Capítulo 3
Quando o despertador tocou, já estava acordada. Apertou a tela do celular fazendo com que o barulho repetitivo parasse. Levantou da cama e foi direto para o banho. Depois, tomou o café da manhã na pequena sacada do apartamento, olhando o movimento das pessoas começando o dia. Gostava de acordar mais cedo para fazer tudo com calma, aproveitar cada minuto e dar atenção aos detalhes.
Regou as plantas que tinha espalhadas pelos cômodos, lavou a louça, escovou os dentes, se maquiou, pegou a bolsa e saiu. Entrou no carro, o ligou e colocou para tocar sua playlist favorita do momento. Dispensando o ar condicionado, deixou a janela semiaberta. Cantarolou junto com a música, enquanto dirigia sentindo o vento no rosto:
— No ar que eu respiro... Eu sinto prazer... De ser quem eu sou... De estar onde estou...
Sorriu, enquanto sentia uma excitação tomar todo o seu corpo. Estava no melhor momento de sua vida em anos. Aos trinta e quatro anos, tinha acabado de quitar completamente seu apartamento — que já estava do jeito que ela sempre imaginou — e conseguiu um emprego em um dos escritórios mais renomados da cidade.
Mas para além disso, sentia-se finalmente bem consigo mesma. Há dois anos terminou um casamento que durou sete, e o fim a deixou completamente destruída. Chegou no fundo do poço, de onde olhava para cima e não conseguia enxergar sequer um pontinho de luz que indicasse a saída. Achou que jamais sairia dali, pois não tinha forças nem para tentar. Até que os amigos ligaram uma lanterna que a fez perceber que, talvez, não fosse tão impossível assim. Depois jogaram uma corda, que ela precisou amarrar ao redor do corpo para que eles puxassem, pois não conseguia subir por si mesma. Foi devagar, vivendo um dia de cada vez, e contando também com a ajuda da terapia, que conseguiu usar a própria força para escalar e finalmente sair do fundo do poço em que se encontrava.
Estacionou o carro e desceu. Sorriu ao passar o crachá, que continha sua foto e o nome “Laila Almeida Ribeiro” impresso. Já era seu quarto dia de trabalho, mas parecia que a ficha nunca cairia: Estava realmente trabalhando naquele lugar. Cumprimentou os funcionários da portaria e entrou no elevador. Estendeu rapidamente a mão, evitando que a porta se fechasse por completo, quando ouviu alguém pedir:
— Segura pra mim!
Quando a porta voltou a se abrir, Marisa entrou ofegante:
— Obrigada!
Laila sorriu para ela:
— Bom dia...
A resposta foi em um tom acelerado:
— Bom dia, doutora.
Disfarçadamente, Laila olhou o relógio, pois começou a achar que estavam atrasadas, diante da inquietação de Marisa. Percebeu que, na verdade, faltavam praticamente dez minutos para o início do expediente.

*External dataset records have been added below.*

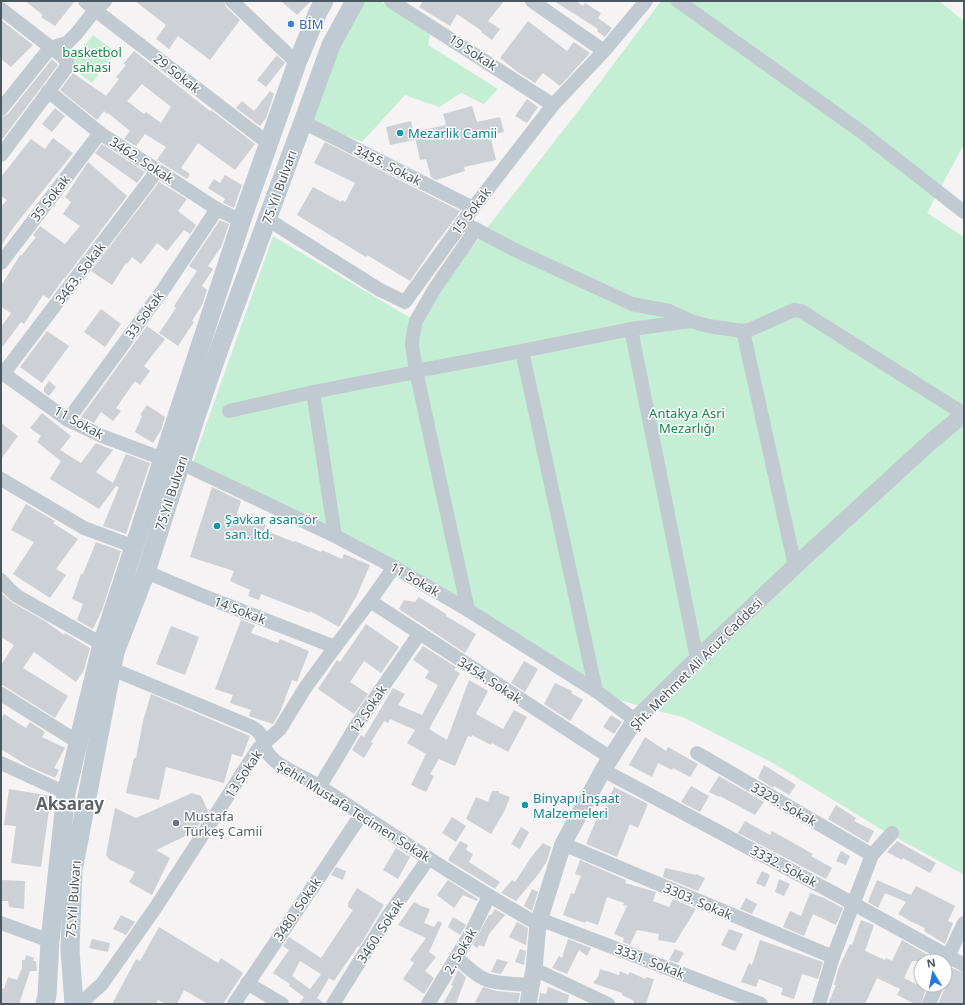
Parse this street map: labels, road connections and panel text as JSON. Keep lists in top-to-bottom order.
{
  "streets": {
    "main road": ["75.Yıl Bulvarı"],
    "street": [
      "19 Sokak",
      "29 Sokak",
      "3462. Sokak",
      "3455. Sokak",
      "35 Sokak",
      "15 Sokak",
      "3463. Sokak",
      "33 Sokak",
      "11 Sokak",
      "14 Sokak",
      "Şht. Mehmet Ali Acuz Caddesi",
      "3454. Sokak",
      "12 Sokak",
      "13 Sokak",
      "3329. Sokak",
      "Şehit Mustafa Tecimen Sokak",
      "3332. Sokak",
      "3303. Sokak",
      "3480. Sokak",
      "3460. Sokak",
      "2. Sokak",
      "3331. Sokak"
    ]
  },
  "crossings": [
    ["19 Sokak", "15 Sokak"],
    ["29 Sokak", "75.Yıl Bulvarı"],
    ["3462. Sokak", "75.Yıl Bulvarı"],
    ["3462. Sokak", "35 Sokak"],
    ["3462. Sokak", "3463. Sokak"],
    ["3462. Sokak", "33 Sokak"],
    ["3455. Sokak", "75.Yıl Bulvarı"],
    ["3455. Sokak", "15 Sokak"],
    ["75.Yıl Bulvarı", "15 Sokak"],
    ["75.Yıl Bulvarı", "11 Sokak"],
    ["75.Yıl Bulvarı", "14 Sokak"],
    ["75.Yıl Bulvarı", "Şehit Mustafa Tecimen Sokak"],
    ["3463. Sokak", "11 Sokak"],
    ["33 Sokak", "11 Sokak"],
    ["11 Sokak", "Şht. Mehmet Ali Acuz Caddesi"],
    ["11 Sokak", "13 Sokak"],
    ["14 Sokak", "13 Sokak"],
    ["Şht. Mehmet Ali Acuz Caddesi", "3454. Sokak"],
    ["Şht. Mehmet Ali Acuz Caddesi", "Şehit Mustafa Tecimen Sokak"],
    ["Şht. Mehmet Ali Acuz Caddesi", "3332. Sokak"],
    ["Şht. Mehmet Ali Acuz Caddesi", "3303. Sokak"],
    ["Şht. Mehmet Ali Acuz Caddesi", "3331. Sokak"],
    ["3454. Sokak", "12 Sokak"],
    ["3454. Sokak", "13 Sokak"],
    ["3454. Sokak", "3332. Sokak"],
    ["12 Sokak", "Şehit Mustafa Tecimen Sokak"],
    ["13 Sokak", "Şehit Mustafa Tecimen Sokak"],
    ["Şehit Mustafa Tecimen Sokak", "3480. Sokak"],
    ["Şehit Mustafa Tecimen Sokak", "3460. Sokak"],
    ["Şehit Mustafa Tecimen Sokak", "2. Sokak"],
    ["Şehit Mustafa Tecimen Sokak", "3331. Sokak"]
  ],
  "districts": ["Aksaray"],
  "parks": ["basketbol sahasi", "Antakya Asri Mezarlığı"],
  "places": [
    "BİM",
    "Mezarlik Camii",
    "Şavkar asansör san. ltd.",
    "Binyapı İnşaat Malzemeleri",
    "Mustafa Türkeş Camii"
  ],
  "north": "top"
}
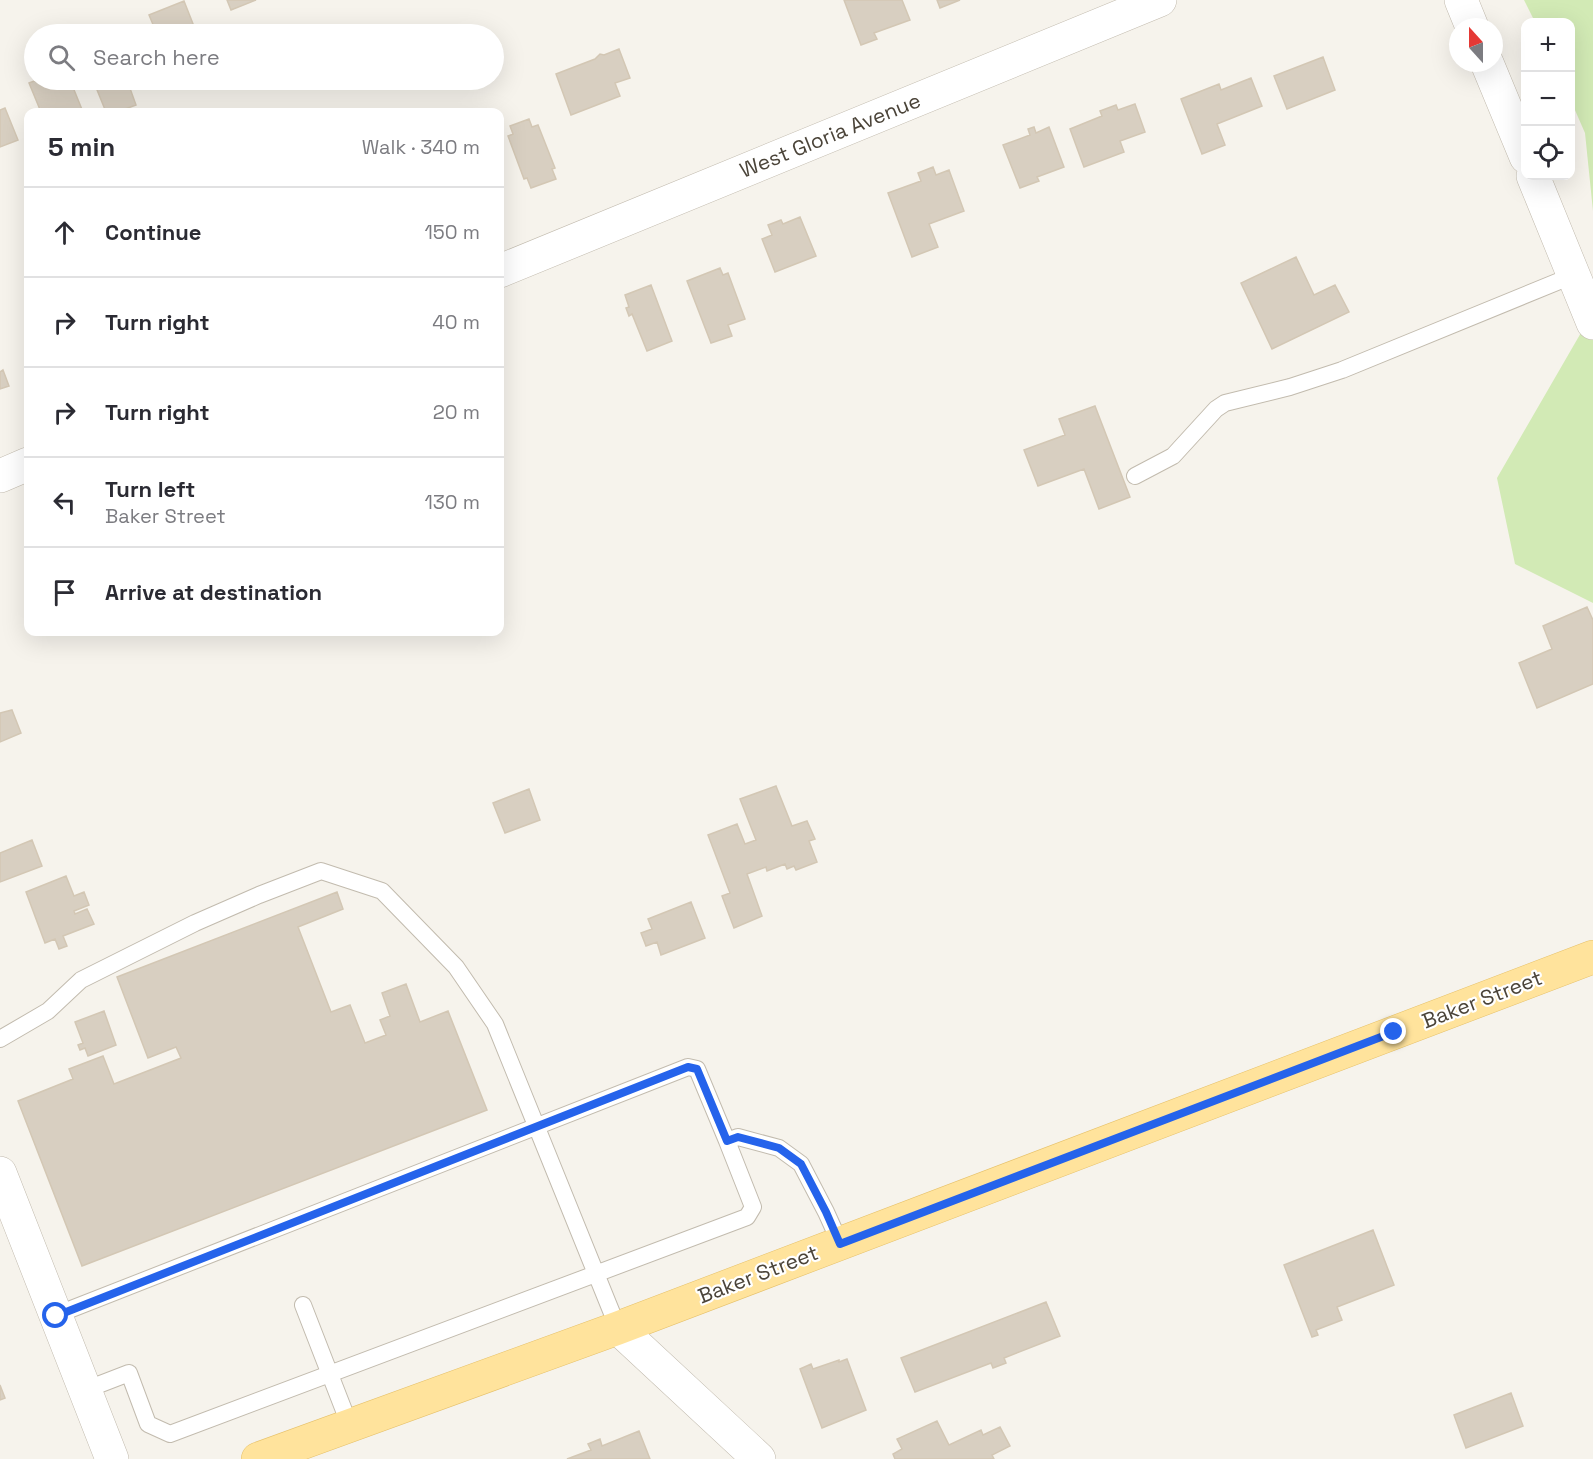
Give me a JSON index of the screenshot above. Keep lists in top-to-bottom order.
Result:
{
  "streets": {
    "main road": ["Baker Street"],
    "street": ["West Gloria Avenue"]
  },
  "north": "top",
  "page": {
    "map_buttons": ["+", "−"],
    "search": "Search here",
    "heading": ["5 min", "Walk · 340 m"],
    "list": [
      ["Continue", "150 m"],
      ["Turn right", "40 m"],
      ["Turn right", "20 m"],
      ["Turn left", "Baker Street", "130 m"],
      "Arrive at destination"
    ]
  }
}
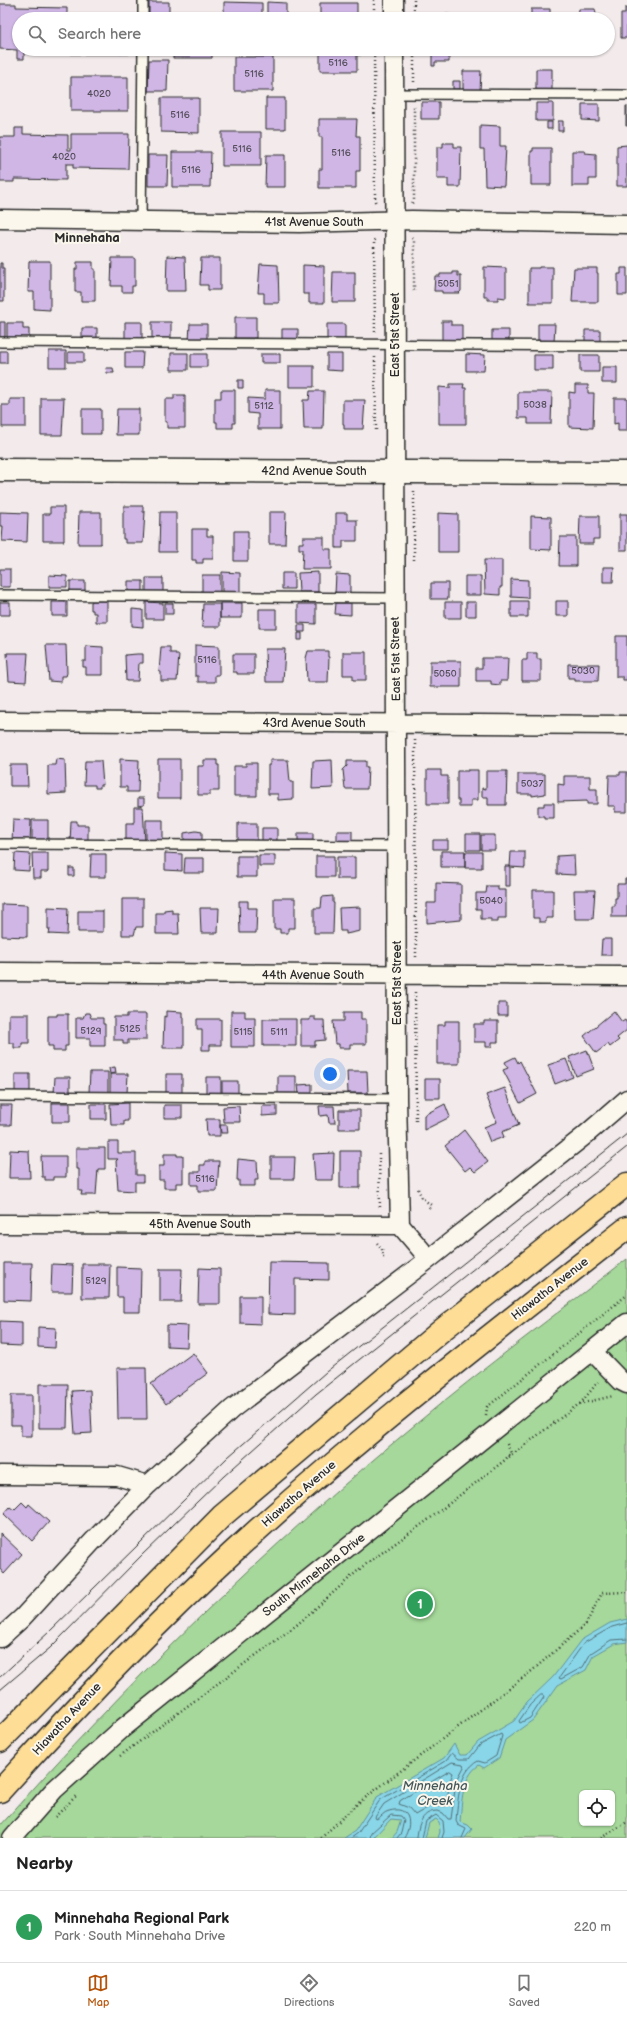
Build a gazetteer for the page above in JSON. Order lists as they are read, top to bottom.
{
  "streets": {
    "highway": ["Hiawatha Avenue"],
    "street": [
      "41st Avenue South",
      "East 51st Street",
      "42nd Avenue South",
      "43rd Avenue South",
      "44th Avenue South",
      "45th Avenue South",
      "South Minnehaha Drive"
    ]
  },
  "crossings": [
    ["41st Avenue South", "East 51st Street"],
    ["East 51st Street", "42nd Avenue South"],
    ["East 51st Street", "43rd Avenue South"],
    ["East 51st Street", "44th Avenue South"],
    ["East 51st Street", "45th Avenue South"]
  ],
  "districts": ["Minnehaha"],
  "water": ["Minnehaha Creek"],
  "house_numbers": [
    "5116",
    "5116",
    "4020",
    "5116",
    "5116",
    "5116",
    "4020",
    "5116",
    "5051",
    "5038",
    "5112",
    "5116",
    "5030",
    "5050",
    "5037",
    "5040",
    "5125",
    "5129",
    "5115",
    "5111",
    "5116",
    "5129"
  ],
  "page": {
    "search": "Search here",
    "pins": "1",
    "heading": "Nearby",
    "list": [
      {
        "mark": "1",
        "name": "Minnehaha Regional Park",
        "note": "Park · South Minnehaha Drive",
        "value": "220 m"
      }
    ],
    "nav": ["Map", "Directions", "Saved"]
  }
}
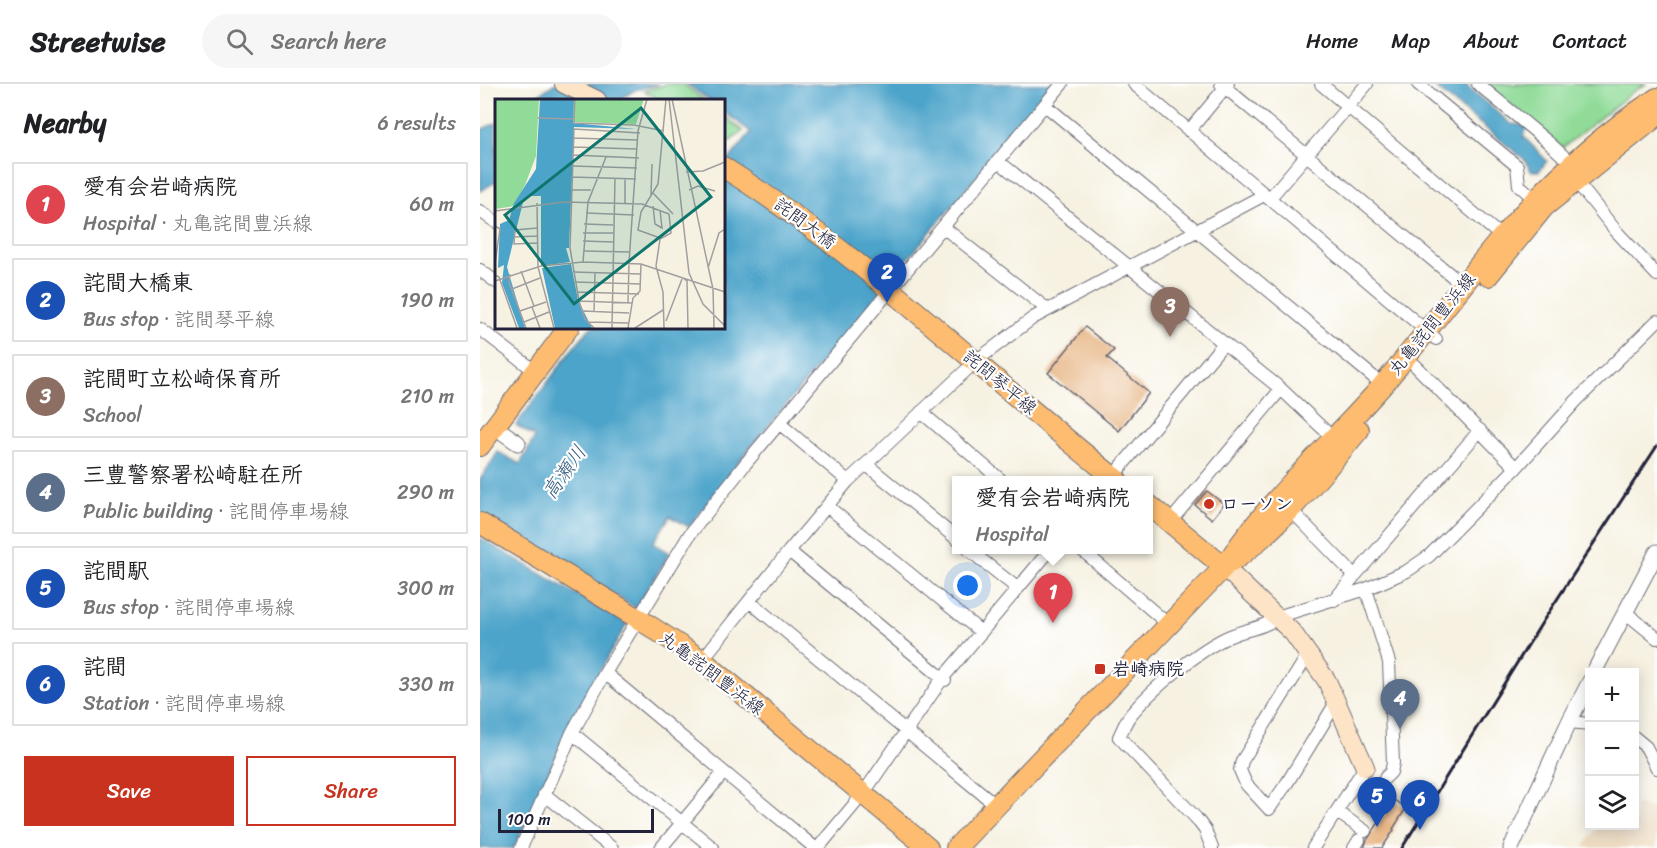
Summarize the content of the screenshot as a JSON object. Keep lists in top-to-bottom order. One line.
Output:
{"streets":{"main road":["詫間大橋","丸亀詫間豊浜線","詫間琴平線"]},"crossings":[["詫間大橋","詫間琴平線"]],"water":["高瀬川"],"places":{"other":["ローソン"],"transit":["岩崎病院"]},"scale_bar":"100 m","page":{"header":"Streetwise","search":"Search here","nav":["Home","Map","About","Contact"],"heading":["Nearby","6 results"],"list":[{"mark":"1","name":"愛有会岩崎病院","note":"Hospital · 丸亀詫間豊浜線","value":"60 m"},{"mark":"2","name":"詫間大橋東","note":"Bus stop · 詫間琴平線","value":"190 m"},{"mark":"3","name":"詫間町立松崎保育所","note":"School","value":"210 m"},{"mark":"4","name":"三豊警察署松崎駐在所","note":"Public building · 詫間停車場線","value":"290 m"},{"mark":"5","name":"詫間駅","note":"Bus stop · 詫間停車場線","value":"300 m"},{"mark":"6","name":"詫間","note":"Station · 詫間停車場線","value":"330 m"}],"pins":["2","3","1","4","5","6"],"popup":["愛有会岩崎病院","Hospital"],"map_buttons":["+","−"],"buttons":["Save","Share"],"scale":"100 m"}}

Continuaram em silêncio até que o elevador chegasse no andar que iriam descer. Marisa saiu primeiro, cumprimentou Sônia e pediu a agenda do dia. Entrou no escritório e fechou a porta sem olhar para trás. Laila ficou parada, sem entender muito bem se era para entrar ou aquilo havia sido um sinal para que esperasse do lado de fora. Olhou para Sônia, que tinha a mesma expressão confusa que ela. A secretária pediu:
— Só um instante.
Pegou o telefone e depois de alguns segundos, disse:
— Doutora Marisa, a doutora Laila está aqui fora...
Sônia ainda segurava o telefone junto ao ouvido, quando a porta se abriu. Marisa estava visivelmente constrangida:
— Me desculpe... Eu esqueci completamente... Por favor, entre...
Laila sorriu levemente:
— Não tem problema.
Assim que as duas entraram, Marisa pediu novamente:
— Me desculpe, doutora... Acho que é o hábito.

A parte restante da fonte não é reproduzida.